Apenas nas últimas duas semanas, cinco casos de supostos erros médicos vieram à tona no DF. Em um deles, Rafaela Luiza Formiga de Morais, de 1 ano e sete meses, morreu após receber uma suposta superdosagem de adrenalina, no Hospital Materno Infantil de Brasília (Hmib), onde deu entrada em 20 de janeiro, com alergia e vermelhidão pelo corpo. Os demais casos revelados recentemente envolvem quatro pacientes mortos após operações feitas por Sérgio Puttini. O médico é acusado de cometer série de erros em procedimentos de vesícula, refluxo e esôfago de Barret em hospitais particulares de Taguatinga, entre 2000 e 2012.
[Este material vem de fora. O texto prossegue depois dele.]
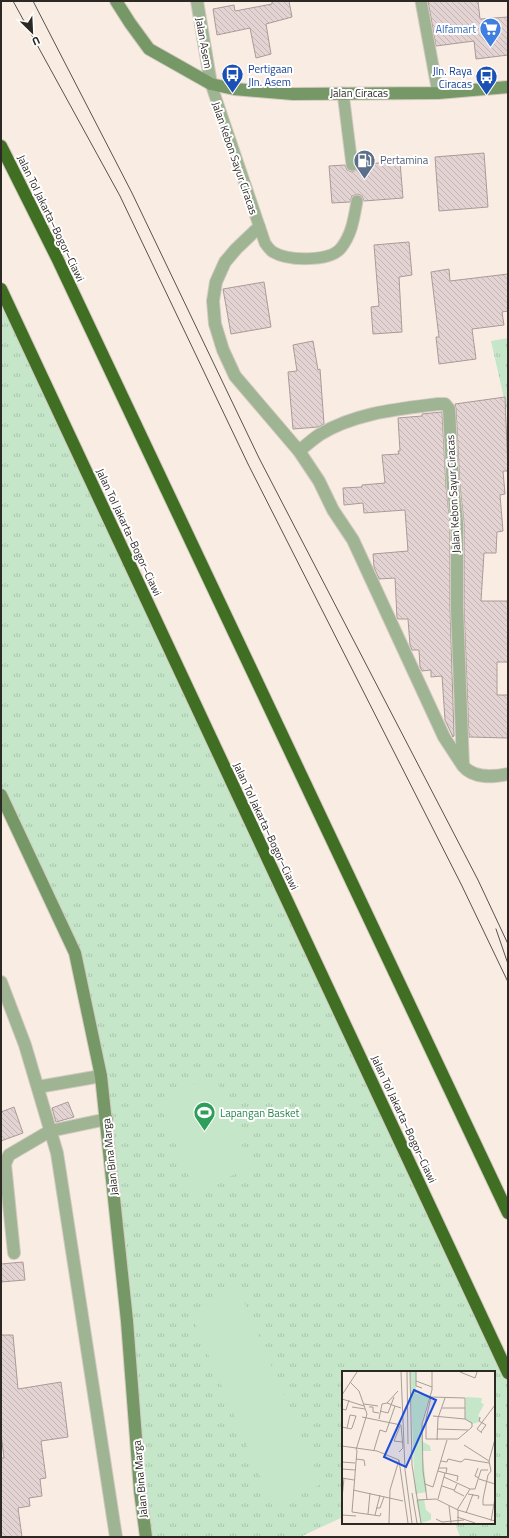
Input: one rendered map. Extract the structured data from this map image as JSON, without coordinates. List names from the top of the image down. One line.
{"streets":{"highway":["Jalan Tol Jakarta–Bogor–Ciawi"],"street":["Jalan Asem","Jalan Ciracas","Jalan Kebon Sayur Ciracas","Jalan Bina Marga"]},"crossings":[["Jalan Asem","Jalan Ciracas"],["Jalan Asem","Jalan Kebon Sayur Ciracas"],["Jalan Ciracas","Jalan Kebon Sayur Ciracas"]],"places":{"supermarket":["Alfamart"],"bus stop":["Pertigaan Jln. Asem","Jln. Raya Ciracas"],"fuel station":["Pertamina"],"sports":["Lapangan Basket"]},"north":"bottom right"}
Os casos mais novos são investigados pelo MP na esfera criminal. Em 2012, a Promotoria de Defesa dos Usuários dos Serviços de Saúde (Pró-Vida) recebeu 103 denúncias de erros cometidos por médicos, dentistas, enfermeiros e auxiliares. Dessas, 58 acabaram arquivadas; 45 estão em investigação; e nove profissionais respondem a processos na Justiça. Os dados, no entanto, não incluem as queixas feitas diretamente à polícia. Segundo Diaulas Ribeiro, em 2012, a Pró-Vida investigou pelo menos 300 casos de falhas. “Mas 70% do que chega aqui não é crime. Muitas vezes, a família tem certeza que é, mas apenas 30% dos processos são levados para a frente”, explica.
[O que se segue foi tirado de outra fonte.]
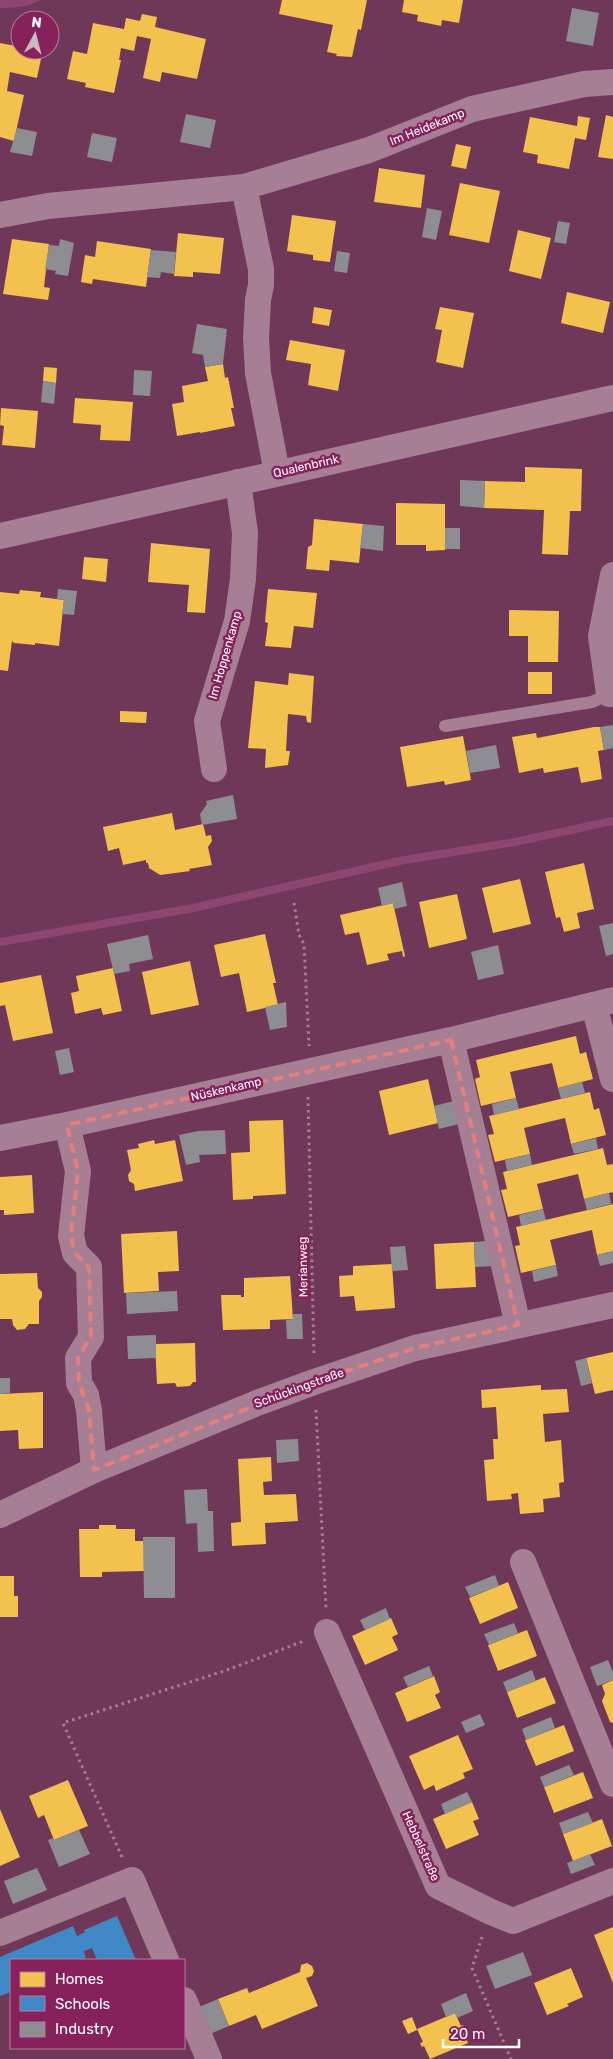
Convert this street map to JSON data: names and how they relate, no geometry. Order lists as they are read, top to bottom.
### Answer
{
  "streets": {
    "street": [
      "Im Heidekamp",
      "Qualenbrink",
      "Im Hoppenkamp",
      "Nüskenkamp",
      "Schückingstraße",
      "Hebbelstraße"
    ],
    "path": ["Merianweg"]
  },
  "crossings": [
    ["Qualenbrink", "Im Hoppenkamp"],
    ["Nüskenkamp", "Merianweg"],
    ["Merianweg", "Schückingstraße"],
    ["Merianweg", "Hebbelstraße"]
  ],
  "legend": ["Homes", "Schools", "Industry"],
  "scale_bar": "20 m",
  "north": "top"
}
Doloso x culposo Quando vence o corporativismo e chega ao Judiciário, porém, o processo esbarra em um novo empecilho. Algumas vezes, o MP entende que o médico assumiu o risco de matar ou de lesionar o paciente (o dolo eventual) e o denuncia por crime doloso. Mas a tendência dos juízes é desclassificar o crime para culposo, que tem punição mais leve. Se condenado à pena máxima, o acusado pega de um ano e quatro meses a quatro anos de prisão, que acaba convertida em prestação de serviços. “É até natural que o Judiciário tenha uma visão mais branda do que o MP. O juiz não está ali para perseguir o réu. Ele é o contraponto”, diz Diaulas Ribeiro. “Mas também há muita falta de conhecimentos técnicos por parte do juiz”, ressalta.

Para os conselhos que representam os médicos, a falha sempre é um crime culposo, causado por negligência, imprudência ou imperícia. “Nenhum médico tem intenção de matar, a não ser que ele seja psicopata”, defende o corregedor do Conselho Federal de Medicina, José Vinagre.

Da decisão dos CRMs, tanto o paciente quanto o médico podem recorrer ao Conselho Federal de Medicina (CFM). Casos de cassação são analisados automaticamente pela entidade. Em 2012, ela recebeu recursos de 468 processos do Brasil e 508 sofreram análises. Desses, 48 acabaram extintos por causa de questões burocráticas e 460 foram, de fato, julgados. O CFM, no entanto, não informou o resultado desses julgamentos com a alegação de que a área técnica não conseguiu levantar os números.